This task calls for copying each line below that contains "none".

== Supplied material

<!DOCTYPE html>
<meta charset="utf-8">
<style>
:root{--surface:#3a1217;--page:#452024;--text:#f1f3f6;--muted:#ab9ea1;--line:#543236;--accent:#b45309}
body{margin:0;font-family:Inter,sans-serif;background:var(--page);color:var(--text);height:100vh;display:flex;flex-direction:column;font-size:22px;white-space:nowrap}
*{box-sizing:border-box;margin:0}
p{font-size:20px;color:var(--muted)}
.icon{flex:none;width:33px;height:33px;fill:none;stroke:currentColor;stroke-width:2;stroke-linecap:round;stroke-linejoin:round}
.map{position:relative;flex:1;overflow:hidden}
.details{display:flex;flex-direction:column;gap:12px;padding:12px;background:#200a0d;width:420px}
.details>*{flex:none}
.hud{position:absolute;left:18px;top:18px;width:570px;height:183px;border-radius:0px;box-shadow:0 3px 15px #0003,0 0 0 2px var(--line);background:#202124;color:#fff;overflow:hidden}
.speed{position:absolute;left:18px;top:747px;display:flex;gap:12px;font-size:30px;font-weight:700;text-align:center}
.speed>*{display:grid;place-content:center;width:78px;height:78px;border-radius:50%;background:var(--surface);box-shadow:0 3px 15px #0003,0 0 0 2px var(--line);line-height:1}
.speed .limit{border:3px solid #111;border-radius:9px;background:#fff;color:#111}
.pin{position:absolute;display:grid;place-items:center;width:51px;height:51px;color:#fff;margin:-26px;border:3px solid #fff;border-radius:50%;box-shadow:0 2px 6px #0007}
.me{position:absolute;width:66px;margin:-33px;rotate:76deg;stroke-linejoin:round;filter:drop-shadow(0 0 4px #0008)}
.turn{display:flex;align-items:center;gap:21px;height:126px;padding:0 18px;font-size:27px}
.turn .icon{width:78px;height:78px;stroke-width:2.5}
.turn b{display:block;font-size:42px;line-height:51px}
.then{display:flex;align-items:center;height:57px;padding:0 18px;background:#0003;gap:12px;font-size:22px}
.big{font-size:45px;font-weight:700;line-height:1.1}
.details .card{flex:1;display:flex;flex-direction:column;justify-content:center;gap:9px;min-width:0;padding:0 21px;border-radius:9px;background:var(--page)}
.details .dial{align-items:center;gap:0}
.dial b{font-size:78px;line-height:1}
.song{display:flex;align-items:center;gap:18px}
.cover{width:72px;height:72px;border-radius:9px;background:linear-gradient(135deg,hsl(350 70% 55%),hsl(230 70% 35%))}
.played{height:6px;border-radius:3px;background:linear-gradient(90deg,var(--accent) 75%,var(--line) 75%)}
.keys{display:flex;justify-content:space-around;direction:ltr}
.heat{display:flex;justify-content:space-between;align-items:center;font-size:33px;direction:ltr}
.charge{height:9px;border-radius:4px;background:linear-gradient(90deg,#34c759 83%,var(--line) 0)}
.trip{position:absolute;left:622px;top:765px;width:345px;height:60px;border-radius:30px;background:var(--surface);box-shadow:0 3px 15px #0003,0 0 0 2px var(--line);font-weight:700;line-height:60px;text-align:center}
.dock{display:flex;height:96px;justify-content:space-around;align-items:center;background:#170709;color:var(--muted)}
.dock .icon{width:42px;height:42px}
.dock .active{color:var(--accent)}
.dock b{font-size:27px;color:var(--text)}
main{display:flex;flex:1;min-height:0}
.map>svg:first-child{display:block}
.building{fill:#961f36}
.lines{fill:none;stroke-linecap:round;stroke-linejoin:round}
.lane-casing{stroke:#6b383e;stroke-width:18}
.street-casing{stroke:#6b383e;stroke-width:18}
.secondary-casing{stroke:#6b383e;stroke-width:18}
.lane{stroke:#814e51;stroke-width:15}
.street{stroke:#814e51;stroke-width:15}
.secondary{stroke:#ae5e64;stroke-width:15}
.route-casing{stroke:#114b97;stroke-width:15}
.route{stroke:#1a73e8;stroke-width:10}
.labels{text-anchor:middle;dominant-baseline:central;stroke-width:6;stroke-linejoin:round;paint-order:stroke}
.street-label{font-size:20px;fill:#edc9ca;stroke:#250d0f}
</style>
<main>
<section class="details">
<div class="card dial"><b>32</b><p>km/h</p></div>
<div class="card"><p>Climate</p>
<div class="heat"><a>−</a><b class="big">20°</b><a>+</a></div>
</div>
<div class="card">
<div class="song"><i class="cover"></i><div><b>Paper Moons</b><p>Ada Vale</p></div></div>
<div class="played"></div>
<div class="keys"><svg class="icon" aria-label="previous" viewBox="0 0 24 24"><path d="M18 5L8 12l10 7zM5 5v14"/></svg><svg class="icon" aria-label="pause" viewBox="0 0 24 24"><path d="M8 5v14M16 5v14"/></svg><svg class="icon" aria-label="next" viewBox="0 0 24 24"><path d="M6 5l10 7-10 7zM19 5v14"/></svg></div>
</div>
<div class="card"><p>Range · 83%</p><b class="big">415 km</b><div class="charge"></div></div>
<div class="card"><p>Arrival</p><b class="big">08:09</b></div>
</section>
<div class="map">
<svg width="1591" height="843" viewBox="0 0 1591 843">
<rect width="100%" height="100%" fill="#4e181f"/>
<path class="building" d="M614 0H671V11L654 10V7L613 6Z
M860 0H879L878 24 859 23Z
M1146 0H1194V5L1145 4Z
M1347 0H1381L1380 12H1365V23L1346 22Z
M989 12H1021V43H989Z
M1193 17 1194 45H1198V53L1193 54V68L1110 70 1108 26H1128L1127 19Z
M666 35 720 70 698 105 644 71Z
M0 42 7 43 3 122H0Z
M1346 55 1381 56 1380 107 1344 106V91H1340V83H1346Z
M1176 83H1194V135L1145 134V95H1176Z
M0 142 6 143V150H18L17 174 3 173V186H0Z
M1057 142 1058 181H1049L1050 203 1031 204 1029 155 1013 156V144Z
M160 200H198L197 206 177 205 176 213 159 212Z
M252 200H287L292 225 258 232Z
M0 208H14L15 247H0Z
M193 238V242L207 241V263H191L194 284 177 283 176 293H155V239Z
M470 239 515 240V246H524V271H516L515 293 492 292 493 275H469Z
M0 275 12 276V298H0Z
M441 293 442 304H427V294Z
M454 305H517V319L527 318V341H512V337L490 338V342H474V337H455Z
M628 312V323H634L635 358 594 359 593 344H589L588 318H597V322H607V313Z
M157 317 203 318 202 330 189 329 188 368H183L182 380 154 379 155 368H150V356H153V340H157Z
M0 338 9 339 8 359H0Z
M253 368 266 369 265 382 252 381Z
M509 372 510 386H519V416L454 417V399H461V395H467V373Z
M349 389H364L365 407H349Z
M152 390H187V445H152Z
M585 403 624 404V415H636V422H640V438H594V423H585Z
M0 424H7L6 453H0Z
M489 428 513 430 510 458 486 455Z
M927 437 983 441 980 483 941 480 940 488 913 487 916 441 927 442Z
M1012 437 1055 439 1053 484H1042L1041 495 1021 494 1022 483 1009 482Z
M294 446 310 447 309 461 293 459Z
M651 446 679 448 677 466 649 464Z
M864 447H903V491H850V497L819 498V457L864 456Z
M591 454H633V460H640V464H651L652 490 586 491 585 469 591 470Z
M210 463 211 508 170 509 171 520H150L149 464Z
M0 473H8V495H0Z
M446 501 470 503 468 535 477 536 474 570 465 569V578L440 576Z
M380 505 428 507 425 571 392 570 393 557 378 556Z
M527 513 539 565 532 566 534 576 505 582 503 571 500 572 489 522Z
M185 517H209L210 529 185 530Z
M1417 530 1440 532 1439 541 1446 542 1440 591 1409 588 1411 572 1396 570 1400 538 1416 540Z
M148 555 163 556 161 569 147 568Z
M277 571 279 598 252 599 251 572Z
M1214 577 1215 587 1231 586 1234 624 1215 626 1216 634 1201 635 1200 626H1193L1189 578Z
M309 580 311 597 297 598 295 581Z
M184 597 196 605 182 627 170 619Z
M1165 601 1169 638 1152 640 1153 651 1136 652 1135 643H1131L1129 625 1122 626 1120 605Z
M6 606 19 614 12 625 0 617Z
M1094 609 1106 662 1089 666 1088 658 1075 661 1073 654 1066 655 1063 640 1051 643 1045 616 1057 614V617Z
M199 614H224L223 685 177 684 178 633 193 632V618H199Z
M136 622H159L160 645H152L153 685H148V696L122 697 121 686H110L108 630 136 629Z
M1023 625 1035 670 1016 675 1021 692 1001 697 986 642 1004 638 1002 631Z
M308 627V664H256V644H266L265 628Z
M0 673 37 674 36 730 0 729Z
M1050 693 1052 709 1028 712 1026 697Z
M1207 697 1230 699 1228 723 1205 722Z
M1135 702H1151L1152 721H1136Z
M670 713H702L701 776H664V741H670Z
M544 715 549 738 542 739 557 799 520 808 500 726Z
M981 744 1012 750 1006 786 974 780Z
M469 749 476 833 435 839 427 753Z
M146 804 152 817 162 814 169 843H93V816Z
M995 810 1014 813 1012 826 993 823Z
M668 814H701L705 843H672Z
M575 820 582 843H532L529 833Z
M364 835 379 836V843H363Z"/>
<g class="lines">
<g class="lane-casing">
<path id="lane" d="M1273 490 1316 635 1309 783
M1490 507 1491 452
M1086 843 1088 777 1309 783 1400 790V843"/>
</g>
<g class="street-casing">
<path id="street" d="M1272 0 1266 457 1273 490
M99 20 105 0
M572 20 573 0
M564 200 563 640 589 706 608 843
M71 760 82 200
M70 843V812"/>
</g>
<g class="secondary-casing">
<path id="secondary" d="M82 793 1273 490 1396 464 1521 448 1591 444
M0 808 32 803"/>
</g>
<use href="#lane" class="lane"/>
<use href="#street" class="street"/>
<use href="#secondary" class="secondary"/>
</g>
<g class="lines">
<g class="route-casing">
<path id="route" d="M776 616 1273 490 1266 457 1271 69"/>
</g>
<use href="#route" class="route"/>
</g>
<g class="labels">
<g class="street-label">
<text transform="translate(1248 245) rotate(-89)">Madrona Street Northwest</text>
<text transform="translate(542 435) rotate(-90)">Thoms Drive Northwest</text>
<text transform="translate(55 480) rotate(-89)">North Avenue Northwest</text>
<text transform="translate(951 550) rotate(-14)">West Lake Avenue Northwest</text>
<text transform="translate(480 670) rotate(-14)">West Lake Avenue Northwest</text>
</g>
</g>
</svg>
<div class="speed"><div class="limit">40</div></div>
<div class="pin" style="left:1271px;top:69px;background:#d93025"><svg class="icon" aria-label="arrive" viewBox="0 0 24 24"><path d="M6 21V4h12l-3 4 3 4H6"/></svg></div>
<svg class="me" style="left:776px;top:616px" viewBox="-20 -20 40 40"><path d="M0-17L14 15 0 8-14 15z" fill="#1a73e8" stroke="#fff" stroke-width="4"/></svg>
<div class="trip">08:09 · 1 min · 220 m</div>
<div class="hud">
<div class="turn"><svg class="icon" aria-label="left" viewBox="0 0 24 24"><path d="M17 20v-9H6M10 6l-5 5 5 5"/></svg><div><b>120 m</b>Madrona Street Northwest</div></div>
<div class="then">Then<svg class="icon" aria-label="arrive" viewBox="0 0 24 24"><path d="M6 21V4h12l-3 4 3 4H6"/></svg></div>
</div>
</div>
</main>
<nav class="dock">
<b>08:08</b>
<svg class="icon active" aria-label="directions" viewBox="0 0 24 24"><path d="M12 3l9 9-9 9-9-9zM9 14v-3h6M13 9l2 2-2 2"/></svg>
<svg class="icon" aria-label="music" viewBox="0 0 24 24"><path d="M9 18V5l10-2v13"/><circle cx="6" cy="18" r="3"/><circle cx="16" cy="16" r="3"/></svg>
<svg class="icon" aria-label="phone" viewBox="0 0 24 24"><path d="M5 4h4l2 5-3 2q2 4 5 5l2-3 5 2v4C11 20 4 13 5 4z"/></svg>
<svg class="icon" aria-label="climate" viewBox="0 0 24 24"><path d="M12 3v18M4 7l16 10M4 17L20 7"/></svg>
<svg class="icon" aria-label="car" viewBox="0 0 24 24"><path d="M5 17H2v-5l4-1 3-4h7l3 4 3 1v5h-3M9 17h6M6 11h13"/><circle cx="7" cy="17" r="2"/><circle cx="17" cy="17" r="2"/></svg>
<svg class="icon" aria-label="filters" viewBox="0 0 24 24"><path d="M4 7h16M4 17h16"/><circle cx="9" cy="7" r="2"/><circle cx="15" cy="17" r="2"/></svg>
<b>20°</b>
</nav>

====

▶ Response:
.icon{flex:none;width:33px;height:33px;fill:none;stroke:currentColor;stroke-width:2;stroke-linecap:round;stroke-linejoin:round}
.details>*{flex:none}
.lines{fill:none;stroke-linecap:round;stroke-linejoin:round}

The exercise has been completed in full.